Much of the user content on the web is posted publicly, but really meant for a small select group. Because we are heretofore unused to seeing public content that isn't addressed towards us (as in advertising or traditional media), much of this looks like drivel to us.
It is a fallacy to think that conversations can scale to the level of broadcast media. Once a person or entity becomes famous, they by definition have more inbound views than they can possibly respond personally to. This is a social, and not just a technological, limitation.
This is why corporate communication sounds so bland and impersonal. True mass-personalization is severely limited by scale. One way to address this is to flip the problem around: Impose a strong culture and have your audience self-select and self-tune to it.
The limiting effect of scale on interaction means that everyone cannot interact with everyone else. The limits of human cognition will mean that fame happens.
Although equipped with smaller guns and lighter armor than their French counterparts, the German Panzer tanks successfully carried out the blitzkrieg with the help of radios. Their new strategy, enabled with radios, made the Panzers a coordinated, nimble force vs. the French Char B's which were used as soldier support platforms.
YM (Young Miss) magazine shut down their online forum because Pro-Anorexic (Pro-Ana) girls were using it to swap tips, and they didn't know how to handle the controversy.
"Bonding capital" is the deepening of connections within a group. "Bridging capital" is the broadening of connections between groups. A focus on only the former and not the latter can lead to exclusivity or even an echo chamber effect, as happened in the 2004 Howard Dean presidential campaign.
how does shirky distinguuish between an organisation and an ecosystem with reguard to open source movement?
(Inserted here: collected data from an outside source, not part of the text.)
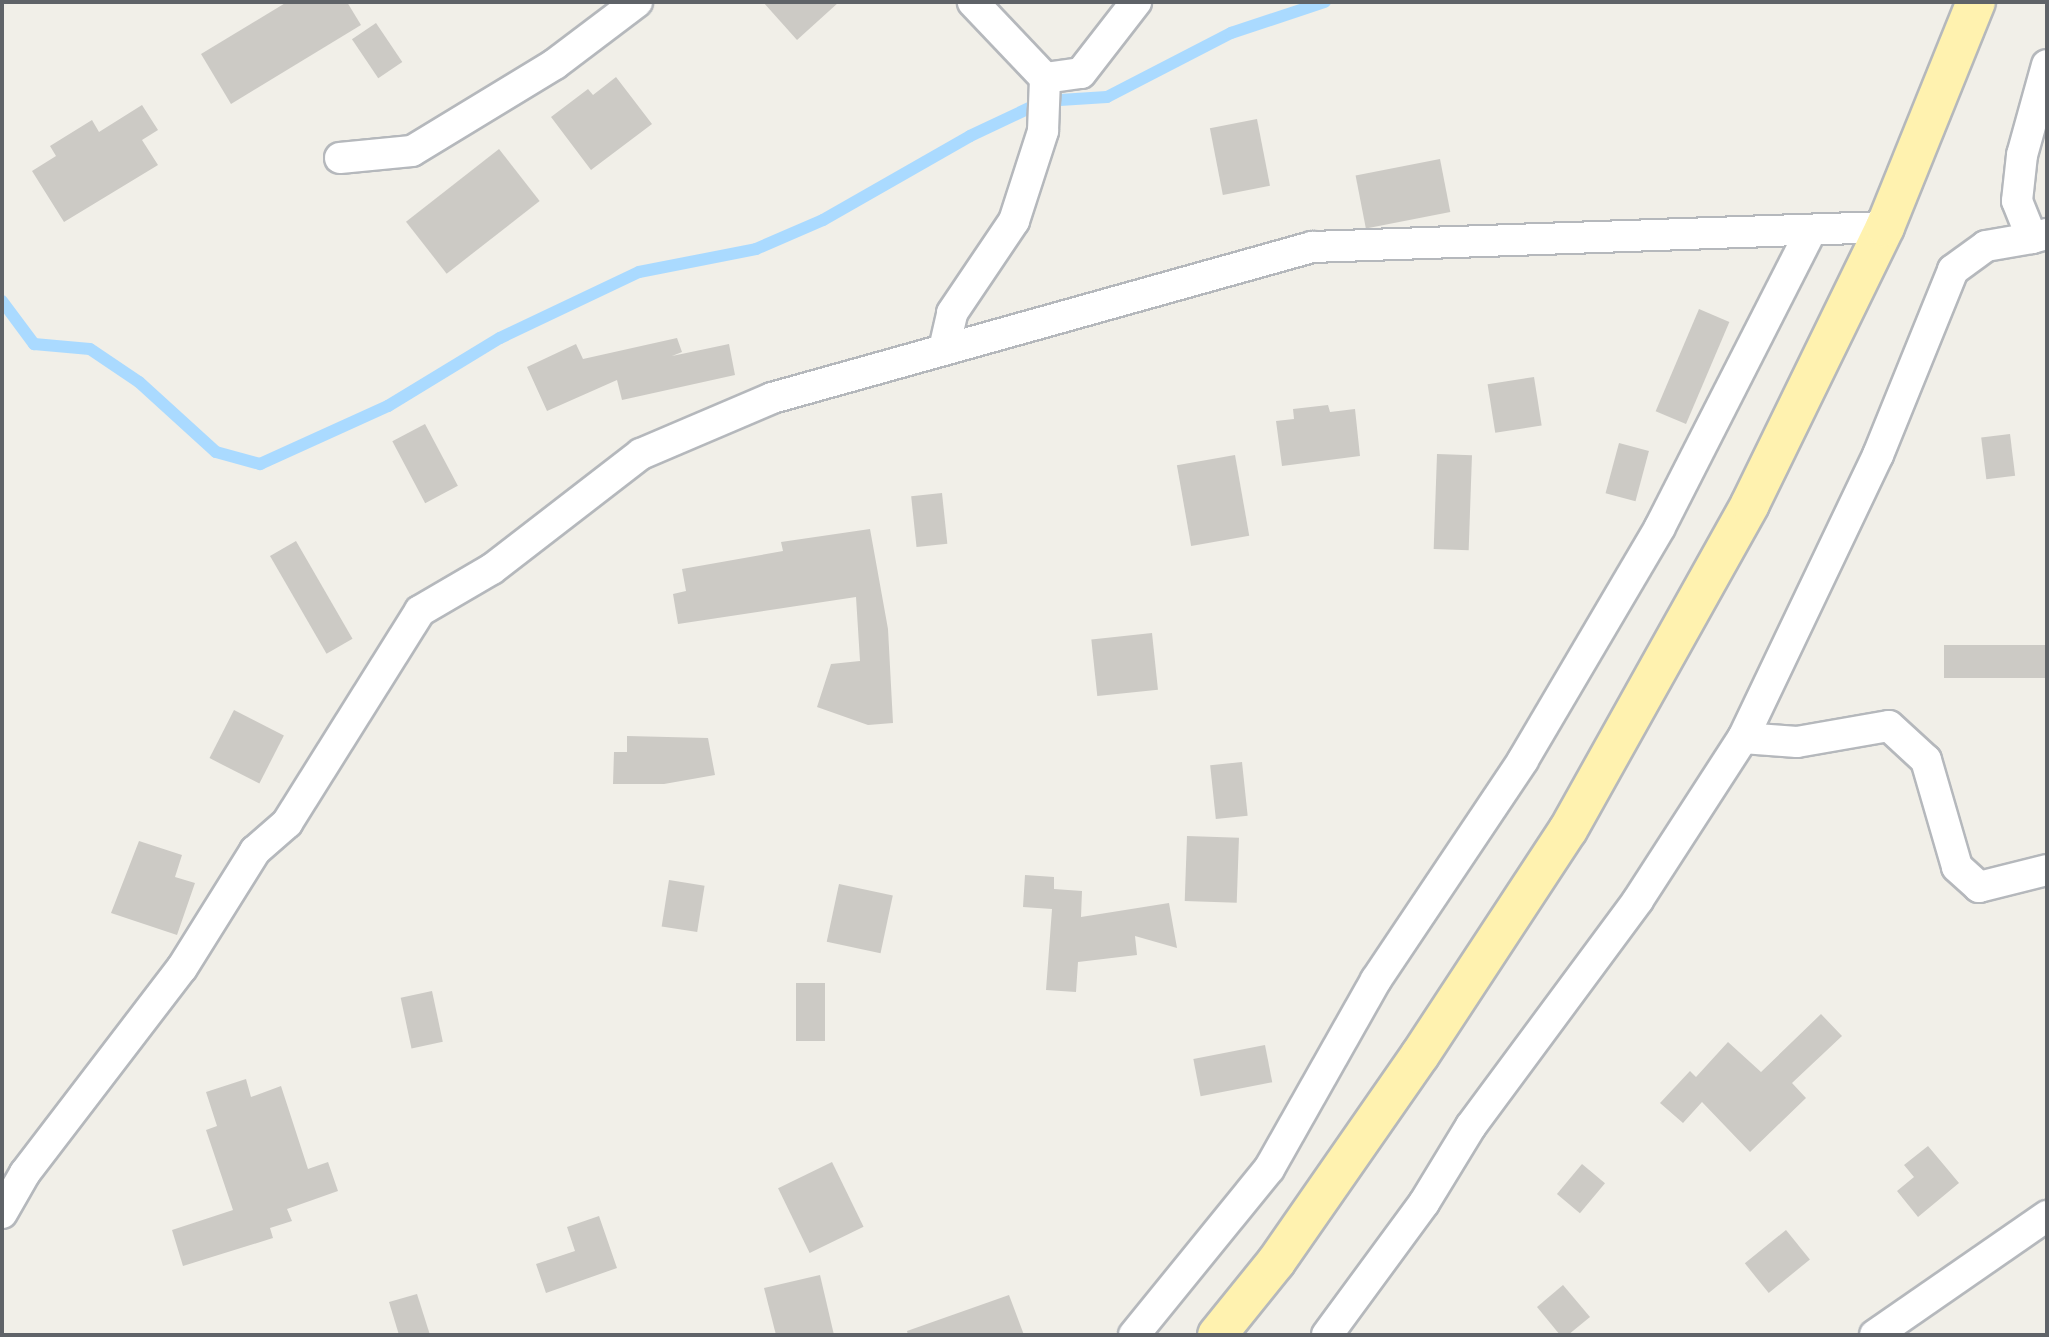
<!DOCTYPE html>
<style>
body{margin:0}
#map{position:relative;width:2049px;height:1337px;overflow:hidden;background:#f1efe8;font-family:Arial,sans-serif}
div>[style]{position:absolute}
.stream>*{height:12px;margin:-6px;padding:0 6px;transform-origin:6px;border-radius:6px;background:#aadaff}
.building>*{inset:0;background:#cccac5;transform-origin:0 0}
.roads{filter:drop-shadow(2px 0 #b5b8bc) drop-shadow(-2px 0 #b5b8bc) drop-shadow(0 2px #b5b8bc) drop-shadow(0 -2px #b5b8bc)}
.street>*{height:30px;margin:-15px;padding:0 15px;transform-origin:15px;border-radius:15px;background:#fff}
.primary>*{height:38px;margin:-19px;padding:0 19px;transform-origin:19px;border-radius:19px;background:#fff2af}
span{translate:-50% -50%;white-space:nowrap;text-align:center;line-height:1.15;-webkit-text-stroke:6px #fff;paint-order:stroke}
.frame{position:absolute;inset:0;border:4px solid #5f6368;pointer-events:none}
</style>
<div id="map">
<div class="stream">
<i style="left:2px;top:301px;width:54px;rotate:53.3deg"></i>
<i style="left:34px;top:344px;width:56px;rotate:5.1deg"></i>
<i style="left:90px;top:349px;width:59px;rotate:34deg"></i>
<i style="left:139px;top:382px;width:104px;rotate:42.3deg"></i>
<i style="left:216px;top:452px;width:46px;rotate:15.3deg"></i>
<i style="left:260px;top:464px;width:141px;rotate:-24.4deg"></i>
<i style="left:388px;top:406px;width:131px;rotate:-31.3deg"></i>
<i style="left:500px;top:338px;width:154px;rotate:-25.4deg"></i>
<i style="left:639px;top:272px;width:119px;rotate:-11.1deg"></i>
<i style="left:756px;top:249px;width:73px;rotate:-23.4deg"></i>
<i style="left:823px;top:220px;width:169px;rotate:-29.7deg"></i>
<i style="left:970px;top:136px;width:82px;rotate:-25.3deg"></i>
<i style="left:1044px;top:101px;width:63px;rotate:-3.6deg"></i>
<i style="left:1107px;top:97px;width:140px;rotate:-27.3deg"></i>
<i style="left:1231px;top:33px;width:99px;rotate:-18.3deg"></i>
</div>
<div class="building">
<i style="clip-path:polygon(287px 2px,347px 2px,361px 25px,231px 104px,201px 54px)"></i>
<i style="clip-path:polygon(763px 2px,839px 2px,797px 40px)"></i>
<i style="left:376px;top:23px;width:47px;height:29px;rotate:56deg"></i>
<i style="clip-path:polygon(616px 77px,652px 124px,591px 170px,551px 117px,588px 89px,593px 95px)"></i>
<i style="clip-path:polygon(142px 105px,158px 130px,142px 140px,158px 165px,64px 222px,32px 171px,56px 156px,50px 146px,92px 120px,99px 132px)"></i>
<i style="left:1257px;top:119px;width:68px;height:48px;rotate:79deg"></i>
<i style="left:499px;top:149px;width:66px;height:118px;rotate:52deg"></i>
<i style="left:1440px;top:159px;width:54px;height:86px;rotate:79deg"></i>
<i style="left:1699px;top:309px;width:33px;height:111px;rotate:23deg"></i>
<i style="clip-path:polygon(677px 338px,682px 352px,672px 356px,729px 344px,735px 375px,622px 400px,617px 380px,547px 411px,527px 367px,576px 344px,583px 359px)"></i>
<i style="left:1534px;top:377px;width:49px;height:47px;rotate:81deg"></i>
<i style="clip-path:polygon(1328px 405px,1330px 412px,1355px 409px,1360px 456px,1282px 466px,1276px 421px,1294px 419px,1293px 409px)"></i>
<i style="left:425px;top:424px;width:70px;height:37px;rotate:62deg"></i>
<i style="left:2010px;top:434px;width:42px;height:29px;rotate:83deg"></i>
<i style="left:1619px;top:443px;width:31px;height:52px;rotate:15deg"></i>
<i style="left:1437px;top:454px;width:35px;height:95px;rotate:2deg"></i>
<i style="left:1235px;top:455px;width:82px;height:59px;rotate:80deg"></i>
<i style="left:942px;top:493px;width:51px;height:31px;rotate:84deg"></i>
<i style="clip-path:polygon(870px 529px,888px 629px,893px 723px,868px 725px,817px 707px,831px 664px,860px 661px,856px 597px,678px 624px,673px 594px,686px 591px,682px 569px,783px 551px,781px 542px)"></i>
<i style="left:296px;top:541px;width:113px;height:30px;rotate:60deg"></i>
<i style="left:1152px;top:633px;width:57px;height:61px;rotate:84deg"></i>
<i style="left:2047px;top:645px;width:33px;height:103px;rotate:90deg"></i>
<i style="left:234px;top:710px;width:56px;height:54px;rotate:27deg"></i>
<i style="clip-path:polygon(627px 736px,708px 738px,715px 775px,664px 784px,613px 784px,614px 752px,627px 752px)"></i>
<i style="left:1242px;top:762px;width:54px;height:32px;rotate:84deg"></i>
<i style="left:1187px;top:836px;width:52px;height:65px;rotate:2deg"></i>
<i style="clip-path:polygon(139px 841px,182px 855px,175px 877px,195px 883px,177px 935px,111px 913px)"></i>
<i style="clip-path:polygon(1025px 875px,1054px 877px,1054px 889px,1082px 891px,1081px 917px,1169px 903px,1177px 948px,1135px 936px,1137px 955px,1078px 962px,1076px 992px,1046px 990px,1052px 909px,1023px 907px)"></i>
<i style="left:669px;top:880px;width:36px;height:47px;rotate:9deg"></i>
<i style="left:839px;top:884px;width:55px;height:59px;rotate:12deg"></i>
<i style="left:796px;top:983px;width:29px;height:58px"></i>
<i style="left:432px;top:991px;width:52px;height:32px;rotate:78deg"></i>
<i style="clip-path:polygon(1821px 1014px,1842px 1036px,1792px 1083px,1806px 1098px,1750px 1152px,1702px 1102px,1683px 1123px,1660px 1103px,1690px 1071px,1696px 1077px,1728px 1042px,1761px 1072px)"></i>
<i style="left:1265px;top:1045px;width:38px;height:73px;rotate:79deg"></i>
<i style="clip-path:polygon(246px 1079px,251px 1097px,281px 1086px,308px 1169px,328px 1162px,338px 1191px,287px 1209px,292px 1221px,270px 1228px,273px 1238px,183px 1266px,172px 1230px,233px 1210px,206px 1130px,217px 1126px,206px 1092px)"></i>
<i style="clip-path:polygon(1928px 1146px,1959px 1183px,1918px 1217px,1897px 1191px,1914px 1177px,1904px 1165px)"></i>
<i style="left:832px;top:1162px;width:72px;height:60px;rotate:64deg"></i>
<i style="left:1582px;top:1164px;width:30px;height:39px;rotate:40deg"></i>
<i style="clip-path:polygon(599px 1216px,617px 1268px,546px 1293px,536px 1264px,575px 1251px,567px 1227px)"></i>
<i style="left:1786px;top:1230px;width:38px;height:53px;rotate:51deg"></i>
<i style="clip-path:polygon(820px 1275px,834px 1335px,776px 1335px,764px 1288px)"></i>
<i style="clip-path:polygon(1563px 1285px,1590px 1317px,1568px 1335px,1560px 1335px,1537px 1307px)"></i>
<i style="clip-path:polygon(417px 1294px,430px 1335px,399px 1335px,389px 1302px)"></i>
<i style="clip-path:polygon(1009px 1295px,1024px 1335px,908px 1335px,907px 1331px)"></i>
</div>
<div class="roads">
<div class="street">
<i style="left:2047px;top:65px;width:93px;rotate:105.5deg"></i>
<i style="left:2022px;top:155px;width:46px;rotate:96.2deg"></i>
<i style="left:2017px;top:201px;width:40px;rotate:68deg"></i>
<i style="left:2032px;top:238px;width:16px;rotate:-15deg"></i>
<i style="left:1045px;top:78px;width:36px;rotate:-8deg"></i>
<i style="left:1081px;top:73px;width:90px;rotate:-52.2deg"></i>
<i style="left:340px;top:158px;width:72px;rotate:-5.6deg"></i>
<i style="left:412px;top:151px;width:167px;rotate:-31.3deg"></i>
<i style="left:555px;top:64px;width:103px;rotate:-37.1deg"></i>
<i style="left:944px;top:349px;width:37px;rotate:-77deg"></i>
<i style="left:952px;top:313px;width:111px;rotate:-56deg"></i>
<i style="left:1014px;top:221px;width:95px;rotate:-72.1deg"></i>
<i style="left:1043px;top:131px;width:53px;rotate:-87.8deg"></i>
<i style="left:1045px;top:78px;width:105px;rotate:-133.5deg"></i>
<i style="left:1743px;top:738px;width:54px;rotate:4.2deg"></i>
<i style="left:1797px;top:742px;width:93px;rotate:-9.9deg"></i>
<i style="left:1889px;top:726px;width:50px;rotate:42.6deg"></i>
<i style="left:1926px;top:760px;width:111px;rotate:73.8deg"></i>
<i style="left:1957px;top:867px;width:30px;rotate:42deg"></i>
<i style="left:1979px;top:887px;width:70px;rotate:-14deg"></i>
<i style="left:2px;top:1213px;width:46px;rotate:-60.1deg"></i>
<i style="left:25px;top:1173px;width:258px;rotate:-52.6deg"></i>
<i style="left:182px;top:968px;width:138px;rotate:-58deg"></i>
<i style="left:255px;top:851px;width:43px;rotate:-41.2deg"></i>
<i style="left:287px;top:823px;width:250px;rotate:-57.9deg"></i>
<i style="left:420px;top:611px;width:83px;rotate:-30.3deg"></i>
<i style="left:492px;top:569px;width:188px;rotate:-37.7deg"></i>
<i style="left:641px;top:454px;width:142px;rotate:-23.1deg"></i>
<i style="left:772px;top:398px;width:561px;rotate:-15.62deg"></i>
<i style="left:1312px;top:247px;width:573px;rotate:-2deg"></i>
<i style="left:1134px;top:1335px;width:214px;rotate:-50.9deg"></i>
<i style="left:1269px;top:1169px;width:217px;rotate:-60.5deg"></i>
<i style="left:1376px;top:980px;width:265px;rotate:-56.2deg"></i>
<i style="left:1523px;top:760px;width:270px;rotate:-59.5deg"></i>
<i style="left:1660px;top:527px;width:331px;rotate:-63deg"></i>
<i style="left:1327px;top:1335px;width:164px;rotate:-53.7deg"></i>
<i style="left:1424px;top:1203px;width:90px;rotate:-58.6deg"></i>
<i style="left:1471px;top:1126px;width:281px;rotate:-53.5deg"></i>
<i style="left:1638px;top:900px;width:193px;rotate:-57.1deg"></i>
<i style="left:1743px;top:738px;width:314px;rotate:-64.5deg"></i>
<i style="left:1878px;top:455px;width:200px;rotate:-67.9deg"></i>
<i style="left:1953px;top:270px;width:41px;rotate:-36deg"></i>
<i style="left:1986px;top:246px;width:47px;rotate:-9.9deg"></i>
<i style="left:1875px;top:1335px;width:209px;rotate:-34.7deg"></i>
</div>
<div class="primary">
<i style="left:1217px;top:1335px;width:94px;rotate:-51.1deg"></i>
<i style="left:1276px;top:1262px;width:252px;rotate:-55.2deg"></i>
<i style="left:1420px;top:1055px;width:269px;rotate:-56.7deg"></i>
<i style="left:1568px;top:830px;width:373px;rotate:-60.8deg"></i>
<i style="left:1750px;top:504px;width:308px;rotate:-64deg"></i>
<i style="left:1885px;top:227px;width:243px;rotate:-68deg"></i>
</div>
</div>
<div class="frame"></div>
</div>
Meetup is successful at "discovering" successful groups like Stay-At-Home-Moms because it can tolerate a high number of failed groups, and allow resources to flow to the successful ones. The cost of trying is essentially zero. Its success is due to the high rate of trying.
Linus Torvalds started Linux with a very casual post. The openness and lack of pretense in this post was essential in getting people involved quickly. The later adoption of the GPL also ensured that contributions would not be wasted even in the event of Linus's departure from the project.
Richard Stallman founded the Free Software Foundation (FSF) in 1983 and created GNU, but open source didn't really take off until the advent of the Internet a decade later.
The open source projects on SourceForge follow a power law distribution, with the top few garnering millions of downloads, and those below the 75th percentile with zero downloads.
Open source threatens commercial software because it is out-failing them. Companies have an incentive to pick "safe" projects to pursue because the cost of failure outweighs the cost of passing on a success. However, the open source ecosystem does not have this asymmetry and can try riskier things. Moreover, unlike a company, the ecosystem does not have to spend resources evaluating the likelihood of projects before pursuing them.
I'm not sure if open source projects has been more "innovative" than commercial projects. Flagship projects such as Linux and Open Office are essentially clones of other projects (GNU and Office), but which happen to be free. What is true though is that open source allows the creation of projects (e.g. Bit-torrent client Azureus, currently #1 on SourceForce) that would not be viable as a commercial enterprise (due to legal costs or lack of a revenue stream).
In business, the investment cost of producing anything creates a bias to "stick with it" even if substandard, if only to avoid admitting to a mistake. This further raises the cost of business.
Businesses cannot afford to hire people with only one good idea or contribution ever, because of high transaction costs. However, open source projects thrive on aggregating the efforts of this very sort of contributor. "Why forgo the last 20%?".
Groklaw was created by Pamela Jones, a paralegal, to aggregate information on the SCO vs. IBM (Linux) case. This allowed the community to find obscure material that was instrumental in defeating the lawsuit.
Bill Joy: "No matter who you are, most of the smart people work for someone else."
Genome Science Centre (GSC) was first to sequence the SARS virus in 2002 by collaborating openly using Genbank, a public database of genetic sequences.
When the author's old firm, Site Specific, contracted with AT&T, they had a hard time justifying their use of Perl (supported by a "community") vs. C++ (which was invested and supported by AT&T). Ironically, the community around Perl has subsequently outlasted AT&T the company.
"Do people who like it take care of each other?" turns out to be a better predictor of success than "What's the business model?".